Variant Sets

ASTRID contains results from the analysis of three single-nucleotide variant (SNV) sets representing germline neutral variation (ExAC), known germline pathogenic variation (ClinVar), and somatic mutations recurrent across multiple tumor samples (COSMIC).  

Missense variants from each of these sets were mapped into representative protein structures through Ensembl transcripts, which were matched with UniProt accession and Protein Data Bank (accessed on 01-07-2016) IDs using cross-reference tables provided by UniProt. Reference protein sequences were aligned with observed sequences in the PDB using SIFTS.  Discrepancies were corrected by Needleman-Wunsch pairwise alignment with Biopython. Proteins were represented by the subset of minimally overlapping PDB structures described by Kamburov et al.


Assessments of Spatial Distributions

We examine the spatial distributions of genetic variants in protein structures using an approach based on the Ripley’s statistic.  The univariate (single dataset) K quantifies the spatial heterogeneity of a set of variants by comparing the proportion of variants within a given distance from one another to the expectation under a random spatial distribution.  Variants are considered clustered if the proportion of neighbors exceeds expectation and dispersed if the number of neighbors is lower than the expectation.  The statistic is computed across a range of distance thresholds (t), and K can be interpreted as the proportion of variant pairs within distance t of one another.  

To summarize spatial patterns into a protein-level summary statistic, we computed the area between the observed K curve and the median empirical null K curve using Simpson’s rule.  We repeat this process to calculate a permutation P-value and Z-score for each protein-derived statistic.  We adjust all analyses for multiple testing using false discovery rate (FDR) at 10%.   We also adapted the bivariate D statistic to enable comparisons between sets.  The bivariate analysis evaluates whether one set of variants is more or less clustered than another by computing the difference in their univariate K.

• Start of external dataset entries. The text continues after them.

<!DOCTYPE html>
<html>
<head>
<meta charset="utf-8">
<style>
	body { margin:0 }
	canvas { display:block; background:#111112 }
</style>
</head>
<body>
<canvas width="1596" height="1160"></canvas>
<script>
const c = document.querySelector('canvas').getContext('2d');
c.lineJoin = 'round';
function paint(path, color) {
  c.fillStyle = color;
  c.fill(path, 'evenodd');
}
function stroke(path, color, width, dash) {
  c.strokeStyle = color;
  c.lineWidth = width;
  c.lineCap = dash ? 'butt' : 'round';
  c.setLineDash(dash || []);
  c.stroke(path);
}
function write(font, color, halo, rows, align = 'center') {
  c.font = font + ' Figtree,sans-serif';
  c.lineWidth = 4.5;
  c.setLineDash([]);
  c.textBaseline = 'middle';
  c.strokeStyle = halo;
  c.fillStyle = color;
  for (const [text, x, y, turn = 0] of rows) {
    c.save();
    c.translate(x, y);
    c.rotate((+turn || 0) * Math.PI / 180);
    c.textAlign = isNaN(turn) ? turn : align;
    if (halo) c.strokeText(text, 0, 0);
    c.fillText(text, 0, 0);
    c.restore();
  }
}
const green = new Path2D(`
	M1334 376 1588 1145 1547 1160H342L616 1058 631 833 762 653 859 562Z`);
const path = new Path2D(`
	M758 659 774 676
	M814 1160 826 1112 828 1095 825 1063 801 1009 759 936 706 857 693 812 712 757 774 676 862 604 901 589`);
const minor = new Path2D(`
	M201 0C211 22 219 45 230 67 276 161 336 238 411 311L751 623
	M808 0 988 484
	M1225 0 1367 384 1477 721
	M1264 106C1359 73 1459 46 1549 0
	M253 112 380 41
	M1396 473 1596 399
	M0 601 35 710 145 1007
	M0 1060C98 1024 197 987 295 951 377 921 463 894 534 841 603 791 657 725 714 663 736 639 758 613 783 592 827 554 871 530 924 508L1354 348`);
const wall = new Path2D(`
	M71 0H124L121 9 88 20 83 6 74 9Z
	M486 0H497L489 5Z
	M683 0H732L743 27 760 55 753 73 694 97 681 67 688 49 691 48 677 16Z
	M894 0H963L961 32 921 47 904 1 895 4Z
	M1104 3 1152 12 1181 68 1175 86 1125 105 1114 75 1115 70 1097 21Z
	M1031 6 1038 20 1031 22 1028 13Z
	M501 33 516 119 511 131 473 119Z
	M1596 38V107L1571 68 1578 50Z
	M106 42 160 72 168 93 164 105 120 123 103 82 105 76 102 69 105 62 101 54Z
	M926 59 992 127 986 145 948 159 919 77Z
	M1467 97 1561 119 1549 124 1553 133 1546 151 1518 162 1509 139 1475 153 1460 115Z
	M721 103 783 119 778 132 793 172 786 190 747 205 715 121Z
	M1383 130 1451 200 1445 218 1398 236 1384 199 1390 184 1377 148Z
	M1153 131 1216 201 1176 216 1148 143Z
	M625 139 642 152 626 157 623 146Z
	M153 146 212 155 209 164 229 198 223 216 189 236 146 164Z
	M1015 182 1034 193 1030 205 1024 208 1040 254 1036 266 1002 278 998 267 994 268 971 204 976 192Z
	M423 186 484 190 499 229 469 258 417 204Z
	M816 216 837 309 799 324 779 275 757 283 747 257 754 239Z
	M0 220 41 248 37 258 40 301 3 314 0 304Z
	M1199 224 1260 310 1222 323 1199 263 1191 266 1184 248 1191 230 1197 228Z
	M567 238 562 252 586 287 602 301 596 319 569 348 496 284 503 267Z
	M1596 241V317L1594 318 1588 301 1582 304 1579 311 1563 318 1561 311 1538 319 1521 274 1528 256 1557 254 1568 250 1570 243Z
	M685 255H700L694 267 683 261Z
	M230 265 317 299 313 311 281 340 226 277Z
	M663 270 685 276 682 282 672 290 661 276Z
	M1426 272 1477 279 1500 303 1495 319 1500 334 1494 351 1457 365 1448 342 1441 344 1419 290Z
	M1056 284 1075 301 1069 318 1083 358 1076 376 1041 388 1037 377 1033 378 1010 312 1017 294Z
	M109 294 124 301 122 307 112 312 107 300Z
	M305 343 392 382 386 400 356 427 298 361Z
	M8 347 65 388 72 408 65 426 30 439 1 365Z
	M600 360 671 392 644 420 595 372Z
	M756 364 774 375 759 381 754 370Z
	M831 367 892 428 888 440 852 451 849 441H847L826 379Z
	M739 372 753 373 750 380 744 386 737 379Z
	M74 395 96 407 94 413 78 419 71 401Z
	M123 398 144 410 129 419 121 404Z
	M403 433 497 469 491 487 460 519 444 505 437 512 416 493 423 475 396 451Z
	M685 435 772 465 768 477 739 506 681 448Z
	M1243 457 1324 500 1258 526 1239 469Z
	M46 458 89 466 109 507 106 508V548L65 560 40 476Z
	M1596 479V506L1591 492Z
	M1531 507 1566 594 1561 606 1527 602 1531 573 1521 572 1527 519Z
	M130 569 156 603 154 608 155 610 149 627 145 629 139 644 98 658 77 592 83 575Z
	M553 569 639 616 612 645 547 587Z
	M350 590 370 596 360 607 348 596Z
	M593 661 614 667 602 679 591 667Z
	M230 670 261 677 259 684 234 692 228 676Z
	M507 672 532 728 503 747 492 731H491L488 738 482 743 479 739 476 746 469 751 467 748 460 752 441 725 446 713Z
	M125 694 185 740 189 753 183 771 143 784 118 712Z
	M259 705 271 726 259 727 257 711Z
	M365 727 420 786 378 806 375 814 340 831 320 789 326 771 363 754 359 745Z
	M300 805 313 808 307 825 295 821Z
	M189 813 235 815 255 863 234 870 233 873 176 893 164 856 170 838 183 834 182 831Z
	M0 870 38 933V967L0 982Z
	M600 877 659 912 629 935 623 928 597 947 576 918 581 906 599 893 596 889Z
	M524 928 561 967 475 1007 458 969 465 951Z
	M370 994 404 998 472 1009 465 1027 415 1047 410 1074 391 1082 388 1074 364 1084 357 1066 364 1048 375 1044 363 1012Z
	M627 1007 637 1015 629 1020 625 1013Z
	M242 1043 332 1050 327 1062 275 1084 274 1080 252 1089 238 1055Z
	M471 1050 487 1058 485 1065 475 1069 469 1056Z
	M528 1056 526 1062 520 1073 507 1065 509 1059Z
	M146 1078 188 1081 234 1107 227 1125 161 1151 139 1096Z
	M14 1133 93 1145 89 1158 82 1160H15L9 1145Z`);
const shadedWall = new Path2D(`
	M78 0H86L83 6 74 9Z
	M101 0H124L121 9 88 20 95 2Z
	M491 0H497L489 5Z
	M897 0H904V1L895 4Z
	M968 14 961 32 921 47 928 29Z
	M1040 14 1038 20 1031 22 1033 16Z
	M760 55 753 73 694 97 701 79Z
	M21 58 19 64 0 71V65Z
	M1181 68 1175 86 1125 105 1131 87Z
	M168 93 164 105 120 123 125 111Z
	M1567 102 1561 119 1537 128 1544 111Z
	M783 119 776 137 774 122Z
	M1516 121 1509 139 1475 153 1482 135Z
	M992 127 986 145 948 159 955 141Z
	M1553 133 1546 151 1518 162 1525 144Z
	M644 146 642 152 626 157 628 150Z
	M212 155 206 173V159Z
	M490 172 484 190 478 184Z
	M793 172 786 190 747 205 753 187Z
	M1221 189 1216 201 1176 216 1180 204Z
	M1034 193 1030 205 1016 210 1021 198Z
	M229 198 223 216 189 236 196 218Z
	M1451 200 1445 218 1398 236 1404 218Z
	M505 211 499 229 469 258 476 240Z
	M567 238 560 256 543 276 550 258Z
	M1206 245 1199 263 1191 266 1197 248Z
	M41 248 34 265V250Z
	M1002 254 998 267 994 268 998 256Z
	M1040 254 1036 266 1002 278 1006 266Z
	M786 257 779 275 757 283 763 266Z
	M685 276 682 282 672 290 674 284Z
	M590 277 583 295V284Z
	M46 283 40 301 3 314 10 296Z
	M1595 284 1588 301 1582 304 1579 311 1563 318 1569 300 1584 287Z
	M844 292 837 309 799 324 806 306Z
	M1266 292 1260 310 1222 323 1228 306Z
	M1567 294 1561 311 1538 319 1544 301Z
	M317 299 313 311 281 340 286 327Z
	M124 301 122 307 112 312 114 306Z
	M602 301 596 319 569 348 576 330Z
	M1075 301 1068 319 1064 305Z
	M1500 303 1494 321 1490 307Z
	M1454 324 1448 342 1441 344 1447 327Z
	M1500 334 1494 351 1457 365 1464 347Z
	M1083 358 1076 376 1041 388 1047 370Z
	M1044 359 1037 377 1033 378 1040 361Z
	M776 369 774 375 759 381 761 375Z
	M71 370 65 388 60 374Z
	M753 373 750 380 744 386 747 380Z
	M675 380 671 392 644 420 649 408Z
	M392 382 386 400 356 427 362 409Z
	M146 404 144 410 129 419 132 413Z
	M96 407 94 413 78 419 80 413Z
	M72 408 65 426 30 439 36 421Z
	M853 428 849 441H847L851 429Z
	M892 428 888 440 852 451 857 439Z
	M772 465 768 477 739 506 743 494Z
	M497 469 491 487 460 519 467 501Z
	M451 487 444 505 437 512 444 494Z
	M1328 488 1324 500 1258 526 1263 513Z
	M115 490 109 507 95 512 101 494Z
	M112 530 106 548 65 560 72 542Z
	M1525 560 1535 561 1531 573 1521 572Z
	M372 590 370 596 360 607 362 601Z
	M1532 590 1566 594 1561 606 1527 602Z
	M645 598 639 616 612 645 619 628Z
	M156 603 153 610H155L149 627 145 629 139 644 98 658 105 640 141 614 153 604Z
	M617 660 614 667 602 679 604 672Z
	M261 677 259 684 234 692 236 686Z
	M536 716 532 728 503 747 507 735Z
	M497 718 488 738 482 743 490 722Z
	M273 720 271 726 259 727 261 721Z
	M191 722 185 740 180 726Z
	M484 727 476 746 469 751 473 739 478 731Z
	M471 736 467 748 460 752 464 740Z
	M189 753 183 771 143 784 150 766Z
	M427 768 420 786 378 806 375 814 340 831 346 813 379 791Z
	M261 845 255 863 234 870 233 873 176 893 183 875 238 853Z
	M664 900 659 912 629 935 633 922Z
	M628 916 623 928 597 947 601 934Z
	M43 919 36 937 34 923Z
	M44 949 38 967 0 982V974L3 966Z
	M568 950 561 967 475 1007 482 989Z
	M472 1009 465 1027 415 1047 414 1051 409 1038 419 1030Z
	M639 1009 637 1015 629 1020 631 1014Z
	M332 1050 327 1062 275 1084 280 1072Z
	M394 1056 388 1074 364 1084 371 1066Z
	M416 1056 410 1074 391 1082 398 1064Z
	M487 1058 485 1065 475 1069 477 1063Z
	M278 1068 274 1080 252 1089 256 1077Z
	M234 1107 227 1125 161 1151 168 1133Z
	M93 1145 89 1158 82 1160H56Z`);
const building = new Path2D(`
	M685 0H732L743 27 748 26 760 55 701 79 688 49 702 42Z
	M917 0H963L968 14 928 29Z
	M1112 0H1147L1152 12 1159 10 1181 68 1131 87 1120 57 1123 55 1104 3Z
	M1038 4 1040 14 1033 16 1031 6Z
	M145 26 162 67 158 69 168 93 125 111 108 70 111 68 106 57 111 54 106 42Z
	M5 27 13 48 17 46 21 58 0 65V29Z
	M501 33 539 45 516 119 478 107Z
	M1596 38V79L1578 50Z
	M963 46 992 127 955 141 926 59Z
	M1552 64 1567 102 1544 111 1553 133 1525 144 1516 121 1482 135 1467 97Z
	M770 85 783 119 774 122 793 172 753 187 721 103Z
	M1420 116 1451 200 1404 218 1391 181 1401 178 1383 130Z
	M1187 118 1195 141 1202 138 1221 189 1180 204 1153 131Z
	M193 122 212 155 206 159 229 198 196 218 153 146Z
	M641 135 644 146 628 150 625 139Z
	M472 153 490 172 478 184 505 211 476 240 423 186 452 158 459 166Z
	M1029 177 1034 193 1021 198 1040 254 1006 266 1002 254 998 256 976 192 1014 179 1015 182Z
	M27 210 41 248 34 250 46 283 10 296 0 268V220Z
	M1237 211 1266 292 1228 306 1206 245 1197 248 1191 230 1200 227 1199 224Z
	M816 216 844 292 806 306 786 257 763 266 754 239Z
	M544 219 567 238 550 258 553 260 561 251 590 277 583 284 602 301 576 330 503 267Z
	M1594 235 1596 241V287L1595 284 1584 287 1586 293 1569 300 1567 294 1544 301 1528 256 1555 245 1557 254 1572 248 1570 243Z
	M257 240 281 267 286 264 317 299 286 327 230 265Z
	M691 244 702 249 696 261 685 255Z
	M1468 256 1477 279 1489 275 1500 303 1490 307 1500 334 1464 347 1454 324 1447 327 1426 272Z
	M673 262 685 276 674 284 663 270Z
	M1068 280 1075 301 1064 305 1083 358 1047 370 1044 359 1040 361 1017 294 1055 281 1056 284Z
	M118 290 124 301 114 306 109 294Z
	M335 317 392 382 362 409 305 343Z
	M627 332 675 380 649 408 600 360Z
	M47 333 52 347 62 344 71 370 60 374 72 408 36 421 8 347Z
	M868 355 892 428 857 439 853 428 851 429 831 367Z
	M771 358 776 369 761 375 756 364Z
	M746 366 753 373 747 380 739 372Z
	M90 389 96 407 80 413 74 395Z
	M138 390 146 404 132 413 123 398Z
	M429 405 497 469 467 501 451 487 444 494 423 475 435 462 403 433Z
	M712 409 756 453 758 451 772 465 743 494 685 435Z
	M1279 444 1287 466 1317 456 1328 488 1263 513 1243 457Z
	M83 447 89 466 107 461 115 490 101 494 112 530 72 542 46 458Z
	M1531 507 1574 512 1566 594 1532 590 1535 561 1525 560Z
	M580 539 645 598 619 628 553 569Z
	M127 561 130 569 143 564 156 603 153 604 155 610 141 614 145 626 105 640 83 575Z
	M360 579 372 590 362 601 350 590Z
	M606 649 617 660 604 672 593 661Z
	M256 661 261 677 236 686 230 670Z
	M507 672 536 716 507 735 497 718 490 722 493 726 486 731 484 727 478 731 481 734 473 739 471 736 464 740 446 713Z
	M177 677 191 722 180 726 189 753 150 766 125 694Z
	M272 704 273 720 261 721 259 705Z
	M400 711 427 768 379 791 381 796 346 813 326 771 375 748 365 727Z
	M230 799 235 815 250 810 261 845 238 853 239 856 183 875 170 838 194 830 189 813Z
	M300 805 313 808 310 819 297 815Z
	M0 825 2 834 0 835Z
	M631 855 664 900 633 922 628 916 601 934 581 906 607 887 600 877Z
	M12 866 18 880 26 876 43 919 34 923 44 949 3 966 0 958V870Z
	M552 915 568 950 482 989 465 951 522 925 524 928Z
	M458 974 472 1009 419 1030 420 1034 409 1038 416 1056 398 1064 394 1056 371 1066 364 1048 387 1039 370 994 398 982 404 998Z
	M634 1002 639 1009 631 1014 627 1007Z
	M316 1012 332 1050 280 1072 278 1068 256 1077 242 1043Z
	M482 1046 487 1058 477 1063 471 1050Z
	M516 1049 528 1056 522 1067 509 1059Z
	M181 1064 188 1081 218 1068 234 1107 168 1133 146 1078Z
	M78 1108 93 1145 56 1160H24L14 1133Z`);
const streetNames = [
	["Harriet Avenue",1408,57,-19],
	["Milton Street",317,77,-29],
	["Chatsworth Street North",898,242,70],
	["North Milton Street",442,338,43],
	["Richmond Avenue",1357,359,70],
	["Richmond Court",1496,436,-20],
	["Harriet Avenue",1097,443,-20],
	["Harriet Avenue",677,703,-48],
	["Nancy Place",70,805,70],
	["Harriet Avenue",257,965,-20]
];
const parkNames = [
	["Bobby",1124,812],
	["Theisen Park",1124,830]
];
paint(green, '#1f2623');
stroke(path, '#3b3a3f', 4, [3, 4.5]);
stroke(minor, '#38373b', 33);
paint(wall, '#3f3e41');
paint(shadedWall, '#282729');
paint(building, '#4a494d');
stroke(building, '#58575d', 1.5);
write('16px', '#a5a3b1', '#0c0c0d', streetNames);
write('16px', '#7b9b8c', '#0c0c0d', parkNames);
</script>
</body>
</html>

Pathogenic Proximity Scoring

To measure the average proximity of a variant x to a set of known variants Y, we identify the proportion of variants in Y within some distance t of x.  For each protein structure, we selected the distance threshold t at which the bivariate Z-score between pathogenic and neutral variants was most extreme.  The pathogenic proximity (PathProx) score for each variant was then defined as the difference in average proximity to pathogenic (ClinVar) and neutral (ExAC) variation.  We performed leave-one-out cross validation of ClinVar pathogenic and ExAC missense variants in proteins for which ClinVar pathogenic variants were determined to be significantly clustered by both univariate and bivariate analyses. We then calculated receiver-operator-characteristic (ROC) and precision-recall (PR) curves from the pathogenic proximity score of each variant and summarized predictive performance by computing the area under the ROC and PR curves (AUC).  ROC and PR curves are shown on ASTRID entry pages where PathProx scores were evaluated.